For most mid-market enterprises without a CAIO, CDO-ownership with a strong cross-functional steering committee is the most practical approach.
2. AI Strategy and Use Case Management
The strategy function translates business priorities into an AI investment roadmap. It is responsible for: evaluating and prioritising incoming use case requests from business units; maintaining the AI portfolio (what is in discovery, development, production, and retired); communicating AI strategy to business leaders; and tracking the business value delivered by the AI programme against the investment made.
This role requires someone who can hold two conversations simultaneously: the business value conversation with executives and business unit leaders, and the technical feasibility conversation with data scientists and engineers. It is often the AI programme manager or AI strategy lead.
3. Data and Platform Engineering
The data and platform function owns the shared infrastructure that every AI use case in the organisation benefits from: the data warehouse and feature store, the model serving infrastructure, the RAG indexing and retrieval pipelines, the monitoring and observability stack, and the development environment standards.

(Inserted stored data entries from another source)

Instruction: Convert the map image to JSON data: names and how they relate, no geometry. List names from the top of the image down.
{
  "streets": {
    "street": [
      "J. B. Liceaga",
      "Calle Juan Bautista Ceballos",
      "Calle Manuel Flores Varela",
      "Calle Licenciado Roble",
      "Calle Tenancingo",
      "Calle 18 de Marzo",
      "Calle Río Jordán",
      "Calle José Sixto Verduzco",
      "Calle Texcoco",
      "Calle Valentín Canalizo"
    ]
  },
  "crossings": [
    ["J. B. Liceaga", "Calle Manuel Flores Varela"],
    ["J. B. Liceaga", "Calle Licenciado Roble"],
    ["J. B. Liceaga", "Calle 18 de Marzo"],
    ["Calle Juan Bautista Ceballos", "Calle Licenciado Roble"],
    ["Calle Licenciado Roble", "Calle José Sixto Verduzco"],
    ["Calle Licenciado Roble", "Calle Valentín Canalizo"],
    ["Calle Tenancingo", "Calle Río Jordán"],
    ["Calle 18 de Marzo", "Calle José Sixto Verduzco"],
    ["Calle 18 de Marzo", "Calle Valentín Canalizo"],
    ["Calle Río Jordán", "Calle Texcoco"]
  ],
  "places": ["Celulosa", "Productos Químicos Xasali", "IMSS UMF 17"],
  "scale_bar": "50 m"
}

This function prevents every business unit from building its own version of the same infrastructure. By maintaining shared platforms, it also ensures that AI systems across the organisation operate on consistent data foundations and can be monitored and governed centrally. For the technical architecture of the shared data infrastructure, the CoE’s platform engineering function maintains, see our guide to data engineering for AI: building the foundations your models actually need https://www.moweb.com/blog/data-engineering-for-ai-foundations-models-enterprise.
4. AI Governance and Risk
The governance function owns the policies, processes, and accountability structures that ensure every AI system deployed in the organisation meets the required standards: data privacy compliance, bias testing, access control, audit trail implementation, and regulatory alignment.
This role is not a gate that slows down AI deployment. It is a review and enablement function that helps delivery teams build governance from the start rather than retrofit it after deployment. A governance reviewer embedded in the CoE who reviews AI designs at the architecture stage (not the deployment stage) adds significantly less friction than one who reviews at the deployment stage.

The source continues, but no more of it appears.